With approvals from the Competition Commission of India (CCI) and the National Company Law Tribunal, Reliance Industries confirmed in its latest quarterly report that the regulatory hurdles for the merger have been cleared.
“The merger of TV18 Broadcast Ltd. (TV18) and e-Eighteen.com Ltd. (E18) with Network18 Media & Investments Ltd. (Network18) was sanctioned by the National Company Law Tribunal, Mumbai Bench, and became effective on October 3, 2024,” the company said in its Q2 results.
The companies are in the process of securing additional required approvals, with the “record date for determining the equity shareholders of TV18 and E18 entitled to receive Network18 equity shares set for October 16, 2024,” the report added.
On September 27, the Indian government approved the transfer of licenses for non-news TV channels from Reliance to Star India, a key step in the merger, according to reports.

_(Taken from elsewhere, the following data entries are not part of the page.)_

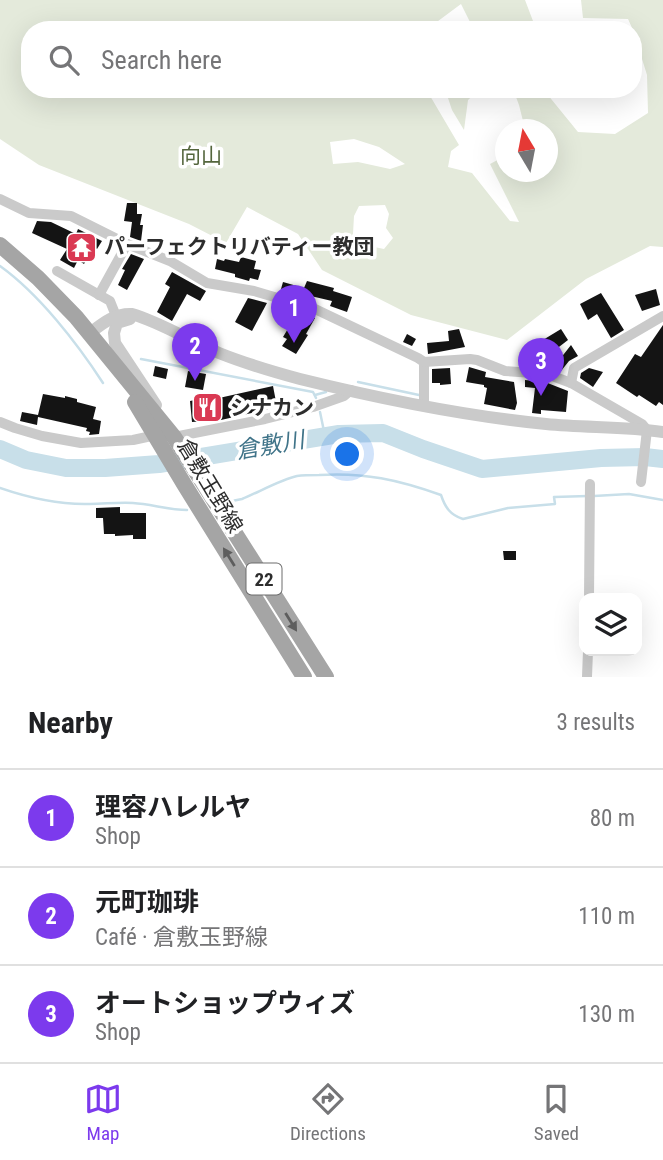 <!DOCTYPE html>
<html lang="en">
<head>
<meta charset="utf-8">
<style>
  :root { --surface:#fff; --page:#f2f2f2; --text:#202124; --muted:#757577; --line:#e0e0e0; --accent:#7c3aed }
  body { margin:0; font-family:"Roboto Condensed","Noto Sans JP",sans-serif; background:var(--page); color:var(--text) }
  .controls { position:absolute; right:21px; bottom:21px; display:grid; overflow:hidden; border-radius:14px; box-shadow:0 7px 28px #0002 }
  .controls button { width:63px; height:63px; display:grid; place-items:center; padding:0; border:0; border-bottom:2px solid var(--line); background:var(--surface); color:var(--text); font:35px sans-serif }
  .compass { position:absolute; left:495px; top:119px; width:63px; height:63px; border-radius:50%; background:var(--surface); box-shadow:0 7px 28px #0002; rotate:350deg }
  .you { position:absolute; left:348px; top:455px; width:24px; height:24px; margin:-18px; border:5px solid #fff; border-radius:50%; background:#1a73e8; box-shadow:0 0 0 10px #1a73e833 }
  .badge { display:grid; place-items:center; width:46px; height:46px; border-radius:50%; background:var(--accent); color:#fff; font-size:23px; font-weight:700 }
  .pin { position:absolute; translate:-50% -58px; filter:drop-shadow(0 2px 4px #0008) }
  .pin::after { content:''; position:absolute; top:37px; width:24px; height:21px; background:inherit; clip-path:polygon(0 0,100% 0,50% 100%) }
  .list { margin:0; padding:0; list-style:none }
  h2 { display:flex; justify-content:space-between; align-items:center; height:91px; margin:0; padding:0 28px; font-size:30px }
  h2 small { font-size:23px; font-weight:400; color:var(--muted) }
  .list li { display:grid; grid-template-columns:46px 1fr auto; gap:21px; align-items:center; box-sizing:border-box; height:98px; padding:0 28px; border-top:2px solid var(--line) }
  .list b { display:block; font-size:26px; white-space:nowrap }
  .list p { margin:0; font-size:23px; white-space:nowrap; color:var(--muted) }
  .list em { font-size:23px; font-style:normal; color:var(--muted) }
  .icon { flex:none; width:38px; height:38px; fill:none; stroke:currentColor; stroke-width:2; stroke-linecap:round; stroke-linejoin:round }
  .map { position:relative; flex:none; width:663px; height:677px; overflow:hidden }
  .search { position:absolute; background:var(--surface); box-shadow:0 7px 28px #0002; left:21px; right:21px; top:21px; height:77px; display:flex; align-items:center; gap:18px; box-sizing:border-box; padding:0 24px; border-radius:28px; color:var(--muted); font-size:26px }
  .sheet { height:385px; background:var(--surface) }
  nav { display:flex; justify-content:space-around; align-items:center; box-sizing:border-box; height:98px; border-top:2px solid var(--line); background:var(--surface); font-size:19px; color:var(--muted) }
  nav a { display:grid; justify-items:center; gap:4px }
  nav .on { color:var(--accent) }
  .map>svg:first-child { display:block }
  .green { fill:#e4eadb; fill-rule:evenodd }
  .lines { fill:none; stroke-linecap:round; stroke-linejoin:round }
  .stream { stroke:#c8dfe9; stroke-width:2.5 }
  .river { stroke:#c8dfe9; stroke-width:18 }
  .building { fill:#141414 }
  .minor { stroke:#cacaca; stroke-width:10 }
  .tertiary { stroke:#cacaca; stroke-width:12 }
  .primary { stroke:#a5a5a5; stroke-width:16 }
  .oneway { fill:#5d5d5d }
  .labels { text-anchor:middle; stroke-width:7; stroke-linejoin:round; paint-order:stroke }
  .shield { fill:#fff; stroke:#6c6c6c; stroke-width:2 }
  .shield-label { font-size:19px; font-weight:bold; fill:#2d2d2d }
  .park-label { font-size:21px; fill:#54663d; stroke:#fff }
  .poi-label { font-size:21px; font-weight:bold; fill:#2d2d2d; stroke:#fff; text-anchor:start }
  .street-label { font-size:21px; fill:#2d2d2d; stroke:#fff }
  .water-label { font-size:23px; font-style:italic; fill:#407489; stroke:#fff }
</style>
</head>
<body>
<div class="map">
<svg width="663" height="677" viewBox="0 0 663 677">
  <rect width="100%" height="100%" fill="#fff"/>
  <g class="green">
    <path d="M0 0H525L533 21 527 30H474L461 4 426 30H30V89H426L459 145 451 151 448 167 472 173 510 221 519 222 490 164 505 156V172H548V130L525 129 519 105 513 89H543L578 132 615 134 648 113 647 75 633 30 628 19 583 18 581 0H663V247L650 246 586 279 507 340 411 315 322 270 298 234 247 207 226 243 189 224 39 165 0 139ZM354 139 379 147 405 164 390 169 358 162 333 164 330 142ZM385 205 389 214 386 228 393 238 384 249 365 245 353 234 354 216 359 206Z"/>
    <path d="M445 89H480L468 100 464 130 452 110Z"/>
  </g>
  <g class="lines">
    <g class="stream">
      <path d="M0 266C39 294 77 343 103 383"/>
      <path d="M141 359 313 392 316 398"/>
      <path d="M358 382 419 395"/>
      <path d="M315 395 326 392"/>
      <path d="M320 412 325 436"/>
      <path d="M0 488C29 498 59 505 90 504 104 504 119 502 133 503 151 504 169 510 187 510"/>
      <path d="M594 496 629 494 663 500"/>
      <path d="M232 501 242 499C257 493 282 479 297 476 304 475 312 475 319 475 364 472 399 480 441 495 445 507 450 515 463 519L508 508 555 504 554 497 588 496"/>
    </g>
    <path class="river" d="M0 449 26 460 66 468H105L159 464 339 434 383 433 423 449 482 469 601 458 645 457 663 459"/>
  </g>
  <g class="building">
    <path d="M127 203H137V214H142L140 225H143L141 241 130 237 132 222 124 221Z"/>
    <path d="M37 221 51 222 76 234 78 229 102 241 97 249 94 247 84 264 78 260 74 268 60 260 67 249 32 233Z"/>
    <path d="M131 254 144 259 127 290 118 285 125 270 122 269Z"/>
    <path d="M241 257 256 261 254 269 261 270 258 280 250 278 249 281 235 277V274L215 269 217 259 224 261 225 259 239 262Z"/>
    <path d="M172 272 206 291 200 301 187 294 172 321 157 312 170 287 165 284Z"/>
    <path d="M307 281 334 288 333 291 352 297 347 312 330 306 332 301 281 289 283 282 304 288Z"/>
    <path d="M656 289 660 305 642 311 635 295Z"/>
    <path d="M601 293 624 330 611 338 597 314 588 320 580 304Z"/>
    <path d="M248 298 267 303 252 331 235 322Z"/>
    <path d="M298 312 315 318 306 334 308 335 296 354 282 346 287 339 283 337Z"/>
    <path d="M663 325V405L659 402 656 406 639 395 637 397 616 383 635 354 641 357Z"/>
    <path d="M459 329 465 347 428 354 427 343 449 341 448 331Z"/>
    <path d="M561 329 568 340 542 360 533 346Z"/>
    <path d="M407 334 416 339 412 346 403 342Z"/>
    <path d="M571 345 578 356 569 361 561 371 553 368Z"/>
    <path d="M155 366 168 369 166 379 153 376Z"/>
    <path d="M469 367 486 372 485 377 514 382 517 403 515 410 484 404 487 388 484 387V385L466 382Z"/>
    <path d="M450 368 451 384 440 385V383H432V369Z"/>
    <path d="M589 368 603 372 593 387 580 378 581 373Z"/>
    <path d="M188 371 206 374 203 390 185 387Z"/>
    <path d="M525 380 545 382 568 391 566 412 541 410V414L532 413 535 388 525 387Z"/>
    <path d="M273 386 277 407 221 420 192 422 190 401 218 395 219 398Z"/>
    <path d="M43 394 65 398V396L77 399V402L96 407 93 419 101 421 99 434 89 435 90 432 86 431 87 428 38 417 37 425 20 421 22 412 38 415Z"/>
    <path d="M120 507V513H146V539H133V535L115 536V534H104L103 518H96V508Z"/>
    <path d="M503 551H516V560H504Z"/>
  </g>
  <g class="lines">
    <g class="minor">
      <path d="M0 199 29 213 71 216 127 244 170 261 207 283 254 291 315 309 418 358 424 362V405"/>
      <path d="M57 271 110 301 116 316"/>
      <path d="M99 295 127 244"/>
      <path d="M424 362 470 359 477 360 505 371 547 374 571 383 642 424 647 430 641 482"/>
      <path d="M571 383 574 368 663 316"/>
      <path d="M0 422 15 428 42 436 81 443 133 440 156 435"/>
      <path d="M174 437 265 419 313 407 344 396 351 390"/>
      <path d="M589 598 590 484"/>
      <path d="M587 677 588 651"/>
    </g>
    <g class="tertiary">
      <path d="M130 319 117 323 114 333 115 343 156 405"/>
      <path d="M90 333C103 323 115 313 132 314 162 323 190 341 219 353 244 363 274 372 300 379 381 399 464 416 546 424 585 428 625 426 663 432"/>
    </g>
    <g class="primary">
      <path d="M0 245 38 278 76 317 174 437 326 677"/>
      <path d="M135 402 184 484 304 677"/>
    </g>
  </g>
  <defs><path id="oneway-solid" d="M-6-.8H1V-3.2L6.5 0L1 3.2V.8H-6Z" transform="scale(1.75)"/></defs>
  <g class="oneway">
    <use href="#oneway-solid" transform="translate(229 557) rotate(-122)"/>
    <use href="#oneway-solid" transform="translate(291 622) rotate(58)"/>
  </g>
  <defs>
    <symbol id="temple-square" viewBox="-11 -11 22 22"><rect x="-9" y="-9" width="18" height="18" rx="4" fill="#da3953" stroke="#fff"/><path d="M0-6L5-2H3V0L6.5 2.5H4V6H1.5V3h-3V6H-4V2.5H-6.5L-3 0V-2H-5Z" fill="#fff"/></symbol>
    <symbol id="restaurant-square" viewBox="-11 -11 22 22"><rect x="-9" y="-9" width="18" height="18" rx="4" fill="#da3953" stroke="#fff"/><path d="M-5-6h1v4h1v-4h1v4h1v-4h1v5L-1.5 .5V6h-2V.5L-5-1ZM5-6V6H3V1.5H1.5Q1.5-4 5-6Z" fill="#fff"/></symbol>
  </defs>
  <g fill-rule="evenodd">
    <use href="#temple-square" x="64" y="230" width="35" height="35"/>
    <use href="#restaurant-square" x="190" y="390" width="35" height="35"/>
  </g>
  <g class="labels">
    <rect class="shield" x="246.5" y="563.5" width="35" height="31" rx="5"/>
    <g class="shield-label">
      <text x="264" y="586">22</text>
    </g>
    <g class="park-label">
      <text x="201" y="163">向山</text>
    </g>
    <g class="poi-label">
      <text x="104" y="254">パーフェクトリバティー教団</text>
      <text x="230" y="415">シナカン</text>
    </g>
    <g class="street-label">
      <text transform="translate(210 486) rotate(59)" y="7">倉敷玉野線</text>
    </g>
    <g class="water-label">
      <text transform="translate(270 445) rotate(-10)" y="8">倉敷川</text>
    </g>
  </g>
</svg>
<div class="controls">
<button><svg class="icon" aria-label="layers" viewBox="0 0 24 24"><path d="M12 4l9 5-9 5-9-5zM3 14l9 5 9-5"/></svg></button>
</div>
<svg class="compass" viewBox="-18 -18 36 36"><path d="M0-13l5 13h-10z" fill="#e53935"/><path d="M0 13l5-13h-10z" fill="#757577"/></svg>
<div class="you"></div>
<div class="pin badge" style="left:294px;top:343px">1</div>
<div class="pin badge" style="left:195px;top:381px">2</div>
<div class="pin badge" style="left:541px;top:396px">3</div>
<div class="search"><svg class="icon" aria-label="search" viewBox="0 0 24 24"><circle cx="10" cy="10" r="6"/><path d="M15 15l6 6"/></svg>Search here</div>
</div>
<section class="sheet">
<h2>Nearby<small>3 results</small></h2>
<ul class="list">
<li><span class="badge">1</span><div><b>理容ハレルヤ</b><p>Shop</p></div><em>80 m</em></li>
<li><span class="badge">2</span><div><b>元町珈琲</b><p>Café · 倉敷玉野線</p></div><em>110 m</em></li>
<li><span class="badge">3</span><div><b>オートショップウィズ</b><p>Shop</p></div><em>130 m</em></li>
</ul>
</section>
<nav>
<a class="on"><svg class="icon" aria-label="map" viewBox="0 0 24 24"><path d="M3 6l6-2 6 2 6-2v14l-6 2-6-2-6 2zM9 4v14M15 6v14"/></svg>Map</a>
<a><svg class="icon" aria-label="directions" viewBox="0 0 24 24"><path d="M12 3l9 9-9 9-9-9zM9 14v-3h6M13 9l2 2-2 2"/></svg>Directions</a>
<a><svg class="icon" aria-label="saved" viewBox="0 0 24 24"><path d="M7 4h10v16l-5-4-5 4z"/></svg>Saved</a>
</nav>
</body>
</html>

Upon completion, Reliance and its affiliates will hold a 63.16% majority stake in the newly merged entity, while Walt Disney will retain a 36.84% shareholding. Reliance has committed to investing ₹11,500 crore ($1.4 billion) to boost the joint venture.
Nita Ambani will chair the new venture, with media honcho Uday Shankar as the vice-chair. The combined company will have two streaming platforms and 120 television channels, including renowned brands like Comedy Central, MTV, Nickelodeon, and Star network channels.